Task requirements >> Transcribe every entry word for word, leaving out all images.

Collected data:
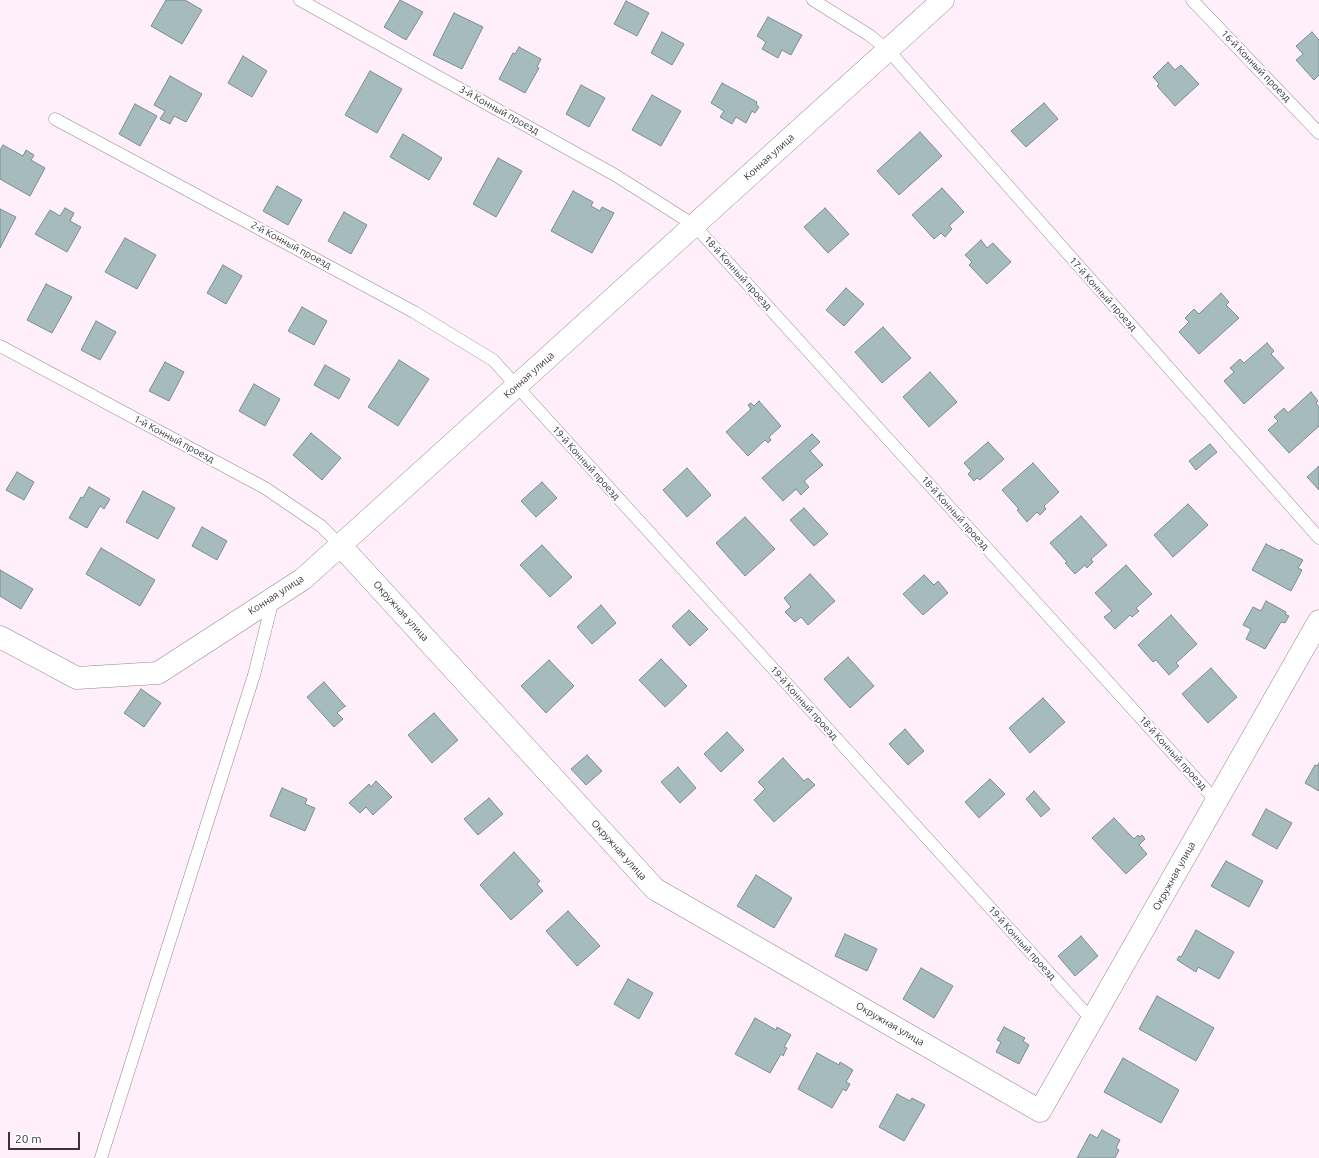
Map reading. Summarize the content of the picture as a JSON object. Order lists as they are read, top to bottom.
{
  "streets": {
    "street": ["Конная улица", "Окружная улица"],
    "lane": [
      "16-й Конный проезд",
      "3-й Конный проезд",
      "2-й Конный проезд",
      "18-й Конный проезд",
      "17-й Конный проезд",
      "1-й Конный проезд",
      "19-й Конный проезд"
    ]
  },
  "crossings": [
    ["3-й Конный проезд", "Конная улица"],
    ["3-й Конный проезд", "18-й Конный проезд"],
    ["Конная улица", "2-й Конный проезд"],
    ["Конная улица", "18-й Конный проезд"],
    ["Конная улица", "17-й Конный проезд"],
    ["Конная улица", "1-й Конный проезд"],
    ["Конная улица", "19-й Конный проезд"],
    ["Конная улица", "Окружная улица"],
    ["2-й Конный проезд", "19-й Конный проезд"],
    ["18-й Конный проезд", "Окружная улица"],
    ["1-й Конный проезд", "Окружная улица"],
    ["19-й Конный проезд", "Окружная улица"]
  ],
  "scale_bar": "20 m"
}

Expected output >>
Map reading. Summarize the content of the picture as a JSON object. Order lists as they are read, top to bottom.
{
  "streets": {
    "street": ["Конная улица", "Окружная улица"],
    "lane": [
      "16-й Конный проезд",
      "3-й Конный проезд",
      "2-й Конный проезд",
      "18-й Конный проезд",
      "17-й Конный проезд",
      "1-й Конный проезд",
      "19-й Конный проезд"
    ]
  },
  "crossings": [
    ["3-й Конный проезд", "Конная улица"],
    ["3-й Конный проезд", "18-й Конный проезд"],
    ["Конная улица", "2-й Конный проезд"],
    ["Конная улица", "18-й Конный проезд"],
    ["Конная улица", "17-й Конный проезд"],
    ["Конная улица", "1-й Конный проезд"],
    ["Конная улица", "19-й Конный проезд"],
    ["Конная улица", "Окружная улица"],
    ["2-й Конный проезд", "19-й Конный проезд"],
    ["18-й Конный проезд", "Окружная улица"],
    ["1-й Конный проезд", "Окружная улица"],
    ["19-й Конный проезд", "Окружная улица"]
  ],
  "scale_bar": "20 m"
}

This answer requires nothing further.